Recently our class has spent much time in the fabled Champaign-Urbana Community Fabrication Laboratory (Fab Lab). It was an exciting experience for many of the students as this was our first time stepping in a Makerspace outside of the MakerLab in BIF. Stepping into the Fab Lab, many students were awed (or taken aback) by the elements of controlled chaos that are so typical of entrepreneurial establishments. Here are a few images to give you an idea:
Images by Annie Guo
After a short introduction by Jeff Ginger, our broke off into three sections to learn about laser cutting, arduinos, and digital embroidery, respectively. Duncan led the session on laser cutting and introduced the group to an open-source software known as Inkscape.

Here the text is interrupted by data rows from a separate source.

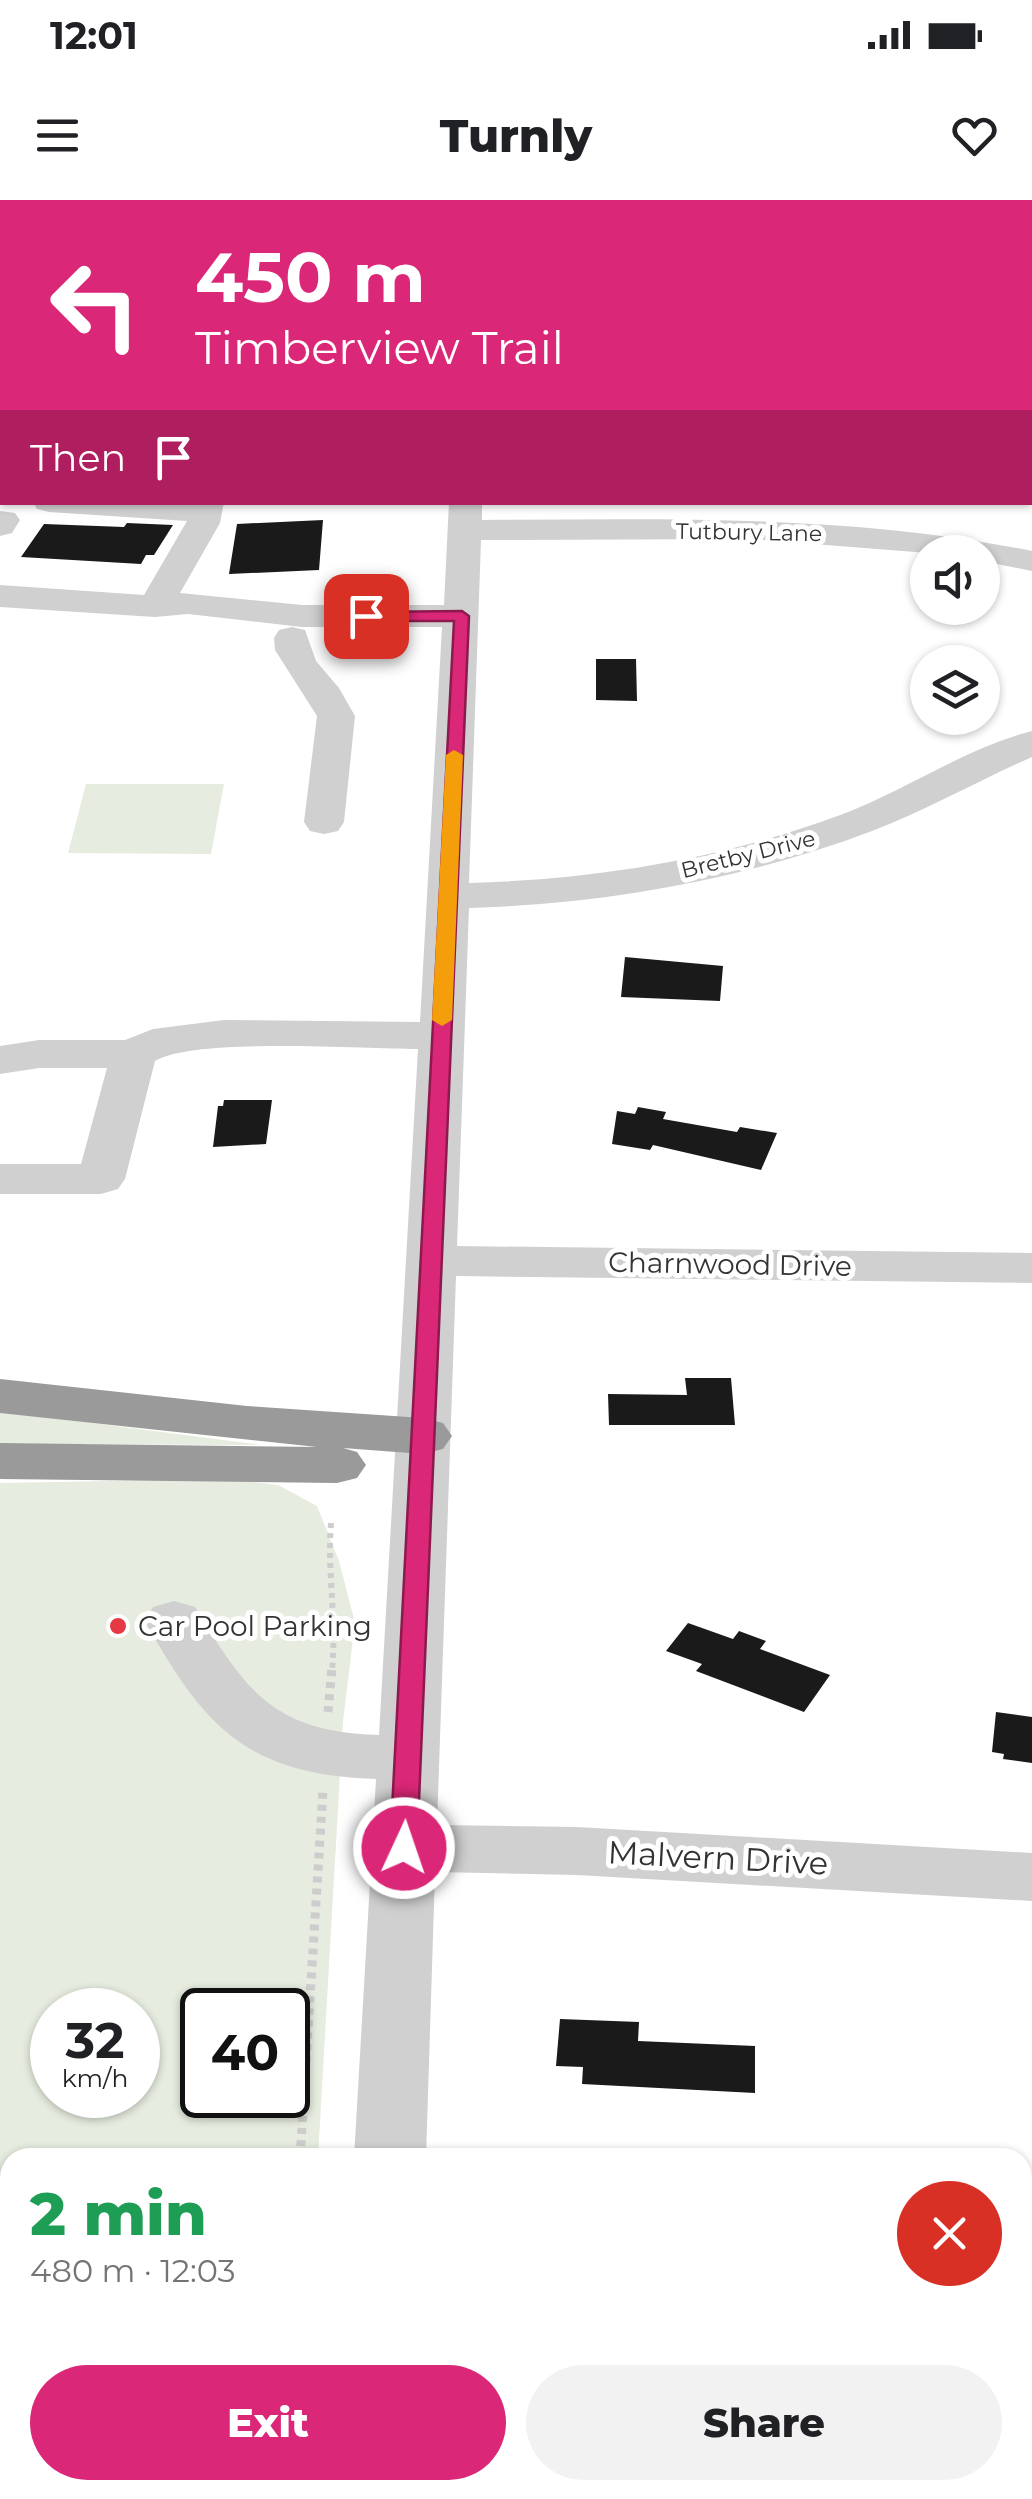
<!DOCTYPE html>
<html lang="en">
<head>
<meta charset="utf-8">
<style>
	:root { --surface:#fff; --page:#f2f2f2; --text:#202124; --muted:#757577; --accent:#db2777 }
	body { margin:0; font-family:Montserrat,sans-serif; background:var(--page); color:var(--text); height:100vh; display:flex; flex-direction:column; font-size:38px; white-space:nowrap }
	* { box-sizing:border-box; margin:0 }
	p { font-size:32px; color:var(--muted) }
	.icon { flex:none; width:55px; height:55px; fill:none; stroke:currentColor; stroke-width:2; stroke-linecap:round; stroke-linejoin:round }
	.map { position:relative; flex:1; overflow:hidden }
	.details { position:absolute; left:0px; top:1948px; width:1032px; height:352px; display:flex; flex-direction:column; background:var(--surface); border-radius:30px 30px 0 0; box-shadow:0 2px 8px #0004 }
	.details>* { flex:none }
	.banner { position:absolute; left:0px; top:0px; width:1032px; height:305px; box-shadow:0 2px 8px #0004; background:#db2777; color:#fff; overflow:hidden }
	.controls { position:absolute; left:910px; top:335px; display:grid; gap:20px }
	.controls a { display:grid; place-items:center; width:90px; height:90px; border-radius:50%; background:var(--surface); box-shadow:0 2px 8px #0004; font-size:50px }
	.speed { position:absolute; left:30px; top:1788px; display:flex; gap:20px; font-size:50px; font-weight:700; text-align:center }
	.speed>* { display:grid; place-content:center; width:130px; height:130px; border-radius:50%; background:var(--surface); box-shadow:0 2px 8px #0004; line-height:1 }
	.speed small { font-size:25px; font-weight:400 }
	.speed .limit { border:5px solid #111; border-radius:15px; background:#fff; color:#111 }
	.pin { position:absolute; display:grid; place-items:center; width:85px; height:85px; color:#fff; margin:-42px; border-radius:20px; box-shadow:0 5px 15px #0006 }
	.me { position:absolute; width:110px; margin:-55px; rotate:3deg; stroke-linejoin:round; filter:drop-shadow(0 0 8px #0008) }
	.turn { display:flex; align-items:center; gap:35px; height:210px; padding:0 30px; font-size:45px }
	.turn .icon { width:130px; height:130px; stroke-width:2.5 }
	.turn b { display:block; font-size:70px; line-height:85px }
	.then { display:flex; align-items:center; height:95px; padding:0 30px; background:#0003; gap:20px; font-size:38px }
	.round { display:grid; place-items:center; flex:none; width:105px; height:105px; border-radius:52px; background:var(--page) }
	.head { display:flex; align-items:center; justify-content:space-between; height:170px; padding:0 30px }
	h1 { font-size:60px; font-weight:800; line-height:75px; color:#1e9e55 }
	.cta { display:flex; gap:20px; margin-top:auto; padding:20px 30px }
	.cta a { flex:1; height:115px; border-radius:60px; background:var(--accent); color:#fff; font-size:40px; font-weight:800; line-height:115px; text-align:center }
	.cta a+a { background:var(--page); color:var(--text) }
	.status { display:flex; justify-content:space-between; align-items:center; height:70px; padding:0 50px; background:var(--surface); direction:ltr }
	.status svg { height:28px; fill:currentColor }
	header { display:flex; justify-content:space-between; align-items:center; height:130px; padding:0 30px; background:var(--surface); font-size:45px; font-weight:800 }
	.map>svg:first-child { display:block }
	.green { fill:#e6ecdf; fill-rule:evenodd }
	.building { fill:#1a1a1a }
	.lines { fill:none; stroke-linecap:round; stroke-linejoin:round }
	.path-far1 { stroke:#cdcdcd; stroke-width:6; stroke-dasharray:5 5; stroke-linecap:butt }
	.path { stroke:#cdcdcd; stroke-width:9; stroke-dasharray:6 6; stroke-linecap:butt }
	.minor { fill:#d0d0d0; fill-rule:evenodd }
	.highway { fill:#9a9a9a; fill-rule:evenodd }
	.route { fill:#db2777; stroke:#8e194d; stroke-width:2.5 }
	.slow { fill:#f59e0b }
	.poi-dot { fill:#e63946; stroke:#fff; stroke-width:4 }
	.labels { text-anchor:middle; stroke-width:10; stroke-linejoin:round; paint-order:stroke }
	.far-street-label { font-size:22px; fill:#333; stroke:#fff }
	.street-label { font-size:28px; fill:#333; stroke:#fff }
	.poi-label { font-size:28px; fill:#333; stroke:#fff; text-anchor:start }
	.near-street-label { font-size:32px; fill:#333; stroke:#fff }
</style>
</head>
<body>
<div class="status"><b>12:01</b><svg viewBox="0 0 49 12"><path d="M0 12V9h3v3zM5 12V6h3v6zM10 12V3h3v9zM15 12V0h3v12zM26 1h20v11H26zM47 4h2v5h-2z"/></svg></div>
<header><svg class="icon" aria-label="menu" viewBox="0 0 24 24"><path d="M4 6h16M4 12h16M4 18h16"/></svg>Turnly<svg class="icon" aria-label="heart" viewBox="0 0 24 24"><path d="M12 20l-8-8c-3-5 5-10 8-4 3-6 11-1 8 4z"/></svg></header>
<div class="map">
<svg width="1032" height="2299" viewBox="0 0 1032 2299">
	<rect width="100%" height="100%" fill="#fff"/>
	<path class="green" d="M86,584H224L211,654L68,653Z
		M0,1211L261,1245L0,1244Z
		M227,1279L278,1285L317,1306L339,1361L355,1423L343,1521L318,1957L10,1958V2272L0,2268V1283ZM52,1810H138V1895H52ZM202,1810H288V1895H202Z
		M58,2290H299V2299H82Z"/>
	<path class="building" d="M323,320L319,370L229,374L237,324Z
		M127,323L173,325L154,355H146L141,364L21,357L44,324L124,327Z
		M596,459H636L637,501L596,500Z
		M625,757L723,766L720,801L621,797Z
		M224,900H272L266,944L213,947L218,906H223Z
		M638,907L666,912L663,919L737,932L740,927L777,933L761,970L653,945L650,950L612,944L617,911L635,914Z
		M685,1178H731L735,1225H609L608,1194L687,1195Z
		M688,1423L733,1439L739,1431L766,1441L760,1449L830,1475L804,1512L696,1471L702,1464L666,1451Z
		M996,1512L1032,1517V1563L1003,1559L1004,1554L992,1552Z
		M560,1819L639,1822L638,1841L755,1846V1893L582,1884L583,1867L556,1866Z"/>
	<g class="lines">
		<path class="path-far1" d="M331,1323C327,1373 337,1420 332,1470"/>
		<path class="path" d="M328,1512L332,1467
			M300,1958L323,1590
			M285,2290V2299"/>
		<path class="minor" d="M220,0H247L248,2H222Z
			M464,0H490V2H464Z
			M0,18H2V34H0Z
			M1030,159H1032V177H1030Z
			M33,302H224L220,323L180,393L302,405H444L449,302H482V320C667,319 849,314 1032,351V371L982,361V352L928,353L750,339L481,340L469,683C597,679 723,659 843,614C906,590 966,548 1032,531V557C978,581 927,610 872,631C743,680 606,704 469,708L457,1046L1032,1053V1083L456,1076L437,1625L577,1627L1032,1653V1701L577,1675L435,1672L426,1958H354L376,1579C247,1575 204,1527 145,1421L153,1407L174,1401L195,1407C246,1491 273,1532 379,1535L418,849C364,849 195,837 155,861L125,979L118,989L101,994H0V964H81L107,868H39L0,874V846L39,840H125L153,829L224,820L420,822L442,427H302L188,414L155,417L0,407V385L144,395L187,321L49,312L37,309Z
			M0,311L15,313L20,320L12,333L0,336Z
			M292,427L305,430L316,461L339,488L355,516L344,622L338,631L324,634L310,631L304,622L317,516L275,450L274,438L279,430Z
			M337,2290H415V2299H337Z"/>
		<path class="highway" d="M0,1179L247,1206L423,1218L443,1223L452,1236L443,1249L423,1254L343,1248L357,1252L366,1265L357,1278L337,1283L0,1279V1243L317,1247L0,1213Z"/>
	</g>
	<path class="route" d="M462,411L469,416L417,1648L413,1655H394L390,1648L454,421H366L359,416L366,412Z"/>
	<path class="slow" d="M454,550L463,555L452,820L442,826L432,820L446,555Z"/>
	<circle class="poi-dot" cx="118" cy="1426" r="10"/>
	<g class="labels">
		<g class="far-street-label">
			<text transform="translate(749 332) rotate(1)" y="8">Tutbury Lane</text>
			<text transform="translate(748 654) rotate(-14)" y="8">Bretby Drive</text>
		</g>
		<g class="street-label">
			<text transform="translate(730 1064) rotate(1)" y="10">Charnwood Drive</text>
		</g>
		<g class="poi-label">
			<text x="138" y="1436">Car Pool Parking</text>
		</g>
		<g class="near-street-label">
			<text transform="translate(718 1658) rotate(3)" y="11">Malvern Drive</text>
		</g>
	</g>
</svg>
<div class="controls">
<a><svg class="icon" aria-label="sound" viewBox="0 0 24 24"><path d="M4 9h4l5-4v14l-5-4H4zM17 9q2 3 0 6"/></svg></a>
<a><svg class="icon" aria-label="layers" viewBox="0 0 24 24"><path d="M12 4l9 5-9 5-9-5zM3 14l9 5 9-5"/></svg></a>
</div>
<div class="speed"><div>32<small>km/h</small></div><div class="limit">40</div></div>
<div class="pin" style="left:366px;top:416px;background:#d93025"><svg class="icon" aria-label="arrive" viewBox="0 0 24 24"><path d="M6 21V4h12l-3 4 3 4H6"/></svg></div>
<svg class="me" style="left:404px;top:1648px" viewBox="-20 -20 40 40"><circle r="17" fill="#db2777" stroke="#fff" stroke-width="3"/><path d="M0-11L8 9 0 5-8 9z" fill="#fff"/></svg>
<div class="banner">
<div class="turn"><svg class="icon" aria-label="left" viewBox="0 0 24 24"><path d="M17 20v-9H6M10 6l-5 5 5 5"/></svg><div><b>450 m</b>Timberview Trail</div></div>
<div class="then">Then<svg class="icon" aria-label="arrive" viewBox="0 0 24 24"><path d="M6 21V4h12l-3 4 3 4H6"/></svg></div>
</div>
<section class="details">
<div class="head"><div><h1>2 min</h1><p>480 m · 12:03</p></div><a class="round" style="background:#d93025;color:#fff"><svg class="icon" aria-label="close" viewBox="0 0 24 24"><path d="M6 6l12 12M18 6L6 18"/></svg></a></div>
<div class="cta"><a>Exit</a><a>Share</a></div>
</section>
</div>
</body>
</html>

It’s a vector manipulation software similar to GIMP or Illustrator and super easy to pickup. After some image manipulation in Inkscape, and a safety briefing on proper procedure in using a laser cutter, we were rastering and cutting on various materials. Students were surprised to see the accuracy and speed with which a laser cutter can take an intangible design and produce a custom physical object!
by Pri Garimalla by Andrew Qu
A second group was working with arduinos that day as well. Colton was very patient and thorough in guiding the students through some of the technical aspects of the technology, and there was great discussion about future implications or potential uses. In class, there were some basic activities with LEDs and motors that got everyone up to speed, and then some free-time to let students explore additional possibilities. Enterprising students would start using materials around them to create simple contraptions like a crude force sensors or wireless circuits.
Images by Elaine Li
The final group of students spent the day with digital embroidery. At this station, there is the potential for smart fabrics and electronically enabled wearables. During class time, students created embroidered patches that could be ironed onto other fabrics from individually-sourced designs. Similar to the laser-cutting session, students found great delight in transferring an image from a virtual realm to the physical.
Image by Claire Chen
Overall, everyone enjoyed their first experience in the Fab Lab. It was great to see how quickly anyone could pick up the technology in the facility and create cost-effective mock ups and prototypes. Most of us have never had exposure to the types of machinery we worked with, but by the end of the class session we had learned so much and were more than ready to come back to be exposed to even more making!